§ **TASK TO COMPLETE**: Please copy out all lines of the entries that contain the word "turn".

═══ DATA FOR PROCESSING

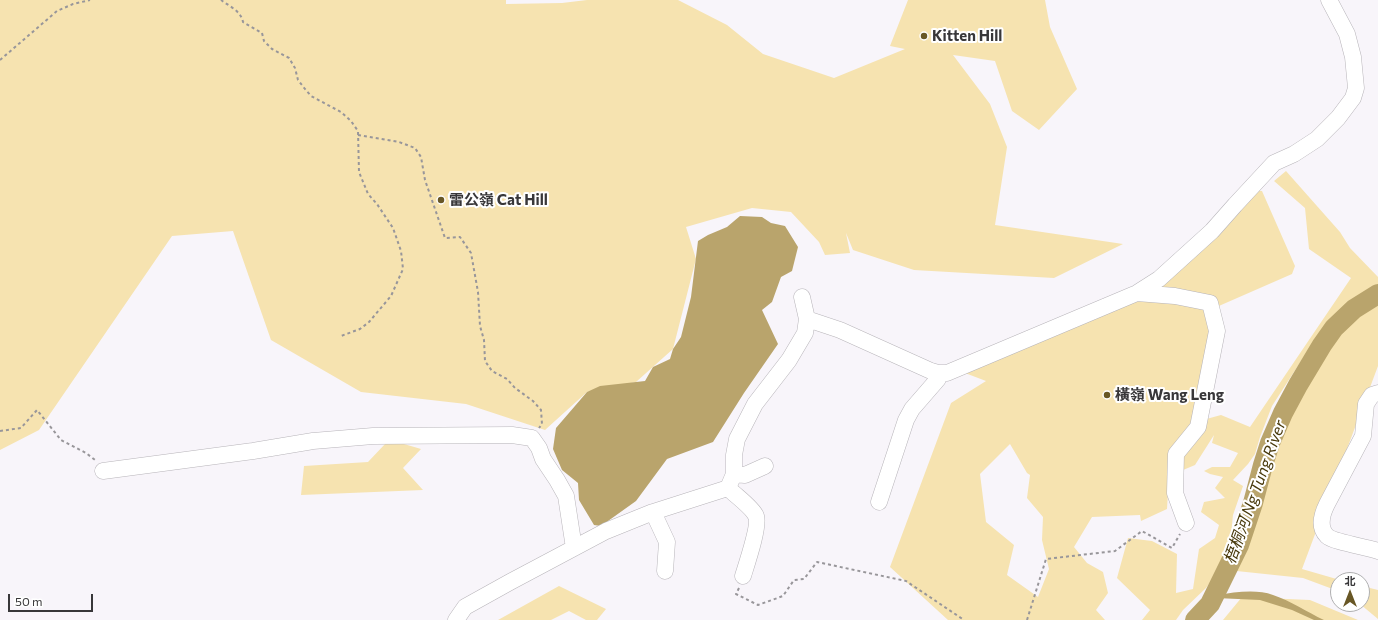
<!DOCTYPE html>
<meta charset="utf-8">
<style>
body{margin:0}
#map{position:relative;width:1378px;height:620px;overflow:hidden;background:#f8f5fa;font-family:Commissioner,"Noto Sans SC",sans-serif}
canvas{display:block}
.north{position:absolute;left:1330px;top:572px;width:40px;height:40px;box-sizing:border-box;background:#fff;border:1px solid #afafb0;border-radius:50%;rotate:0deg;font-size:11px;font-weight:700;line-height:16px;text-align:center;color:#383739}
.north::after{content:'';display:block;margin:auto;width:14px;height:18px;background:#685725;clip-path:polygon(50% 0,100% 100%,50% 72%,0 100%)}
.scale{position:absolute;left:8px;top:594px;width:85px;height:18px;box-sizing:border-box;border:2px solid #383739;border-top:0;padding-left:5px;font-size:12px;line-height:14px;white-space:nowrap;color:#383739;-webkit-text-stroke:3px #fff;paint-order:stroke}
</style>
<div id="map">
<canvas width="1378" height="620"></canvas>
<div class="north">北</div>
<div class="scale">50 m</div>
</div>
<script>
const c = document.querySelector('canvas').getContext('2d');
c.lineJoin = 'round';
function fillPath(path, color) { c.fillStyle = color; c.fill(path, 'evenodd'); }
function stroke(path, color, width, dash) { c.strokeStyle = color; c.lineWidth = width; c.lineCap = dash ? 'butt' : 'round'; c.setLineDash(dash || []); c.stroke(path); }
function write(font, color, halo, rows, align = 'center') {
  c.font = font + ' Commissioner,"Noto Sans SC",sans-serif'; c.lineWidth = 4; c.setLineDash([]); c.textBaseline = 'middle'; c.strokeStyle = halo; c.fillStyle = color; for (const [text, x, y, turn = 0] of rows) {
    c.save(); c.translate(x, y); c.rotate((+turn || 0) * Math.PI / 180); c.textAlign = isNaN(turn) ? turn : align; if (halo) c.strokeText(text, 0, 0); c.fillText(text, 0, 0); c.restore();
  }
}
const green = new Path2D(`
 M0,0H506V4L562,3L587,0H678L727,25L763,54L834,78L905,49L890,46L908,0H1045L1050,27L1077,89L1039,130L1012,111L995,61L953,55L990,104L1007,147L995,225L1123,244L1054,278L914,270L853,250L846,233L850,253L825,255L819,242L791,212L752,208L686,227L696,259L673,349L636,382L587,392L545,430L466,404L361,392L271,340L233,231L172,236L39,430L0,450Z
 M1286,171L1340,232L1350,248L1378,277V286L1362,296L1349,301L1303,358L1272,406L1260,437L1255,454L1248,464L1233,480L1243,486L1233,515L1230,544L1221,568L1206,588L1183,610L1176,620H1142L1150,610L1117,578L1128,538L1152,541L1177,554L1176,593L1193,589L1199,549L1215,538L1219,525L1201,512L1204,502L1225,498L1215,488L1223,477L1210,474L1204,471L1212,467H1230L1238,453L1212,443L1214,435L1195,465L1176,473L1169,474L1167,509L1141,521L1140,515L1092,517L1074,547L1087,563L1103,572L1108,593L1096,610L1105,620H948L890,567L951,403L986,381L965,373L1153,283L1249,190L1262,191L1295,266L1292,274L1212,309L1199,421L1221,415L1250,427L1351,278L1309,249L1305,208L1274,181ZM1010,444L1027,473L1030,475L1027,498L1043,517L1042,540L1049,569L1038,597L1007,575L1014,545L986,522L980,474Z
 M1378,294V366L1302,569L1340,580H1338V591L1303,578L1227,570L1239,545L1253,503L1263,465L1277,426L1298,385L1322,345L1334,328L1354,309Z
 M385,444H404L421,449L403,468L423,490L301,495L304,466L368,462Z
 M559,586L606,609L597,620H586L569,611L551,620H498Z
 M1362,586L1378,590V619L1360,604H1362Z
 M1242,597L1310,600L1358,620H1223Z`);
const water = new Path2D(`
 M740,216L762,217L771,223L785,226L798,247L792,271L781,277L772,302L762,310L778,344L744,393L713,442L667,459L636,501L601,526L594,525L579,500L578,483L562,470L553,449L556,428L587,392L600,386L645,381L653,367L670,359L673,349L681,337L691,297L698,241L708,235L727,227Z
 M1221,583V587L1218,595C1235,592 1257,589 1273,595C1291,601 1307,612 1324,620H1314L1292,610L1260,600L1216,598L1212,607L1198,620H1191L1203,607L1217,585Z`);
const river = new Path2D(`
 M1195,620L1210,604L1239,545L1253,503L1263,465L1270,443L1283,413L1298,385L1322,345L1334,328L1354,309L1378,294`);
const path = new Path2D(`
 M221,0C229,6 241,11 243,22L262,33L264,41L272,49L289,58L295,68L298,80L305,89L311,96L341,112L351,121L358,131L359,172L368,194L377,204L393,228L401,251L403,269L391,296L369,322L360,329L341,336
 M0,60L57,11L73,4L90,0
 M358,135L399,142L415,148L421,157L425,180L445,238L460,237L471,253L478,292L480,326L484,340L485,361L492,371L507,379L515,388L533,401L541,410L542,424L539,428
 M0,431L21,428L37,410L61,440L86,453L95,460
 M739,588L736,594L758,605L783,596L794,580L804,579L817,562L906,581L964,620
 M1027,620L1046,559L1115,551L1142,531L1172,548L1180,534`);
const minor = new Path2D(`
 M1137,293L1175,296L1210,303L1217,331L1198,427L1176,454L1175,493L1186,523
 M807,319L840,330L931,371L938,373H947L1137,293L1159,279L1212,231L1235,205L1274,163L1294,154L1317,139L1338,118L1353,98L1356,88L1353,57L1347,34L1329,0
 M1378,393L1372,395L1366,404L1363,436L1327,504C1322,514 1318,527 1327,536C1333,542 1367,547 1378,551
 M103,471L253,451L313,441L373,436L512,435L532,438L539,448L543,459L557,480L566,496L574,548
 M734,474L745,475L765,466
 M728,488C736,496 752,507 756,516C760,525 746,566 743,576
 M879,502L906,420L912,409L938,379V373
 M653,512L667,542L665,571
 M456,620L465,607L510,582L606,531L653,512L728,488L734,474V455L737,439L755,404L789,360L805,333L807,319L802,297`);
const markers = [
 [924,36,4,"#685725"],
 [441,200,4,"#685725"],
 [1107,395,4,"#685725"]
];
const poiNames = [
 ["Kitten Hill",932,36],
 ["雷公嶺 Cat Hill",449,200],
 ["橫嶺 Wang Leng",1115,395]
];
const waterNames = [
 ["梧桐河 Ng Tung River",1255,492,-70]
];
fillPath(green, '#f6e3b0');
fillPath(water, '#b9a46c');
stroke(river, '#b9a46c', 20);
stroke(minor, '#b7b4b9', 17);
stroke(path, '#98969a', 2, [3, 3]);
stroke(minor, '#fff', 16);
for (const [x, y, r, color] of markers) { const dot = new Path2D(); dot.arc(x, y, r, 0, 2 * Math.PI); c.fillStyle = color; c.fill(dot); stroke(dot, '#fff', 1.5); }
write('bold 15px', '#383739', '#fff', poiNames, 'left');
write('italic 16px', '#48390b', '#fff', waterNames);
</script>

══════

§ **ANSWER BELOW**:
  c.font = font + ' Commissioner,"Noto Sans SC",sans-serif'; c.lineWidth = 4; c.setLineDash([]); c.textBaseline = 'middle'; c.strokeStyle = halo; c.fillStyle = color; for (const [text, x, y, turn = 0] of rows) {
    c.save(); c.translate(x, y); c.rotate((+turn || 0) * Math.PI / 180); c.textAlign = isNaN(turn) ? turn : align; if (halo) c.strokeText(text, 0, 0); c.fillText(text, 0, 0); c.restore();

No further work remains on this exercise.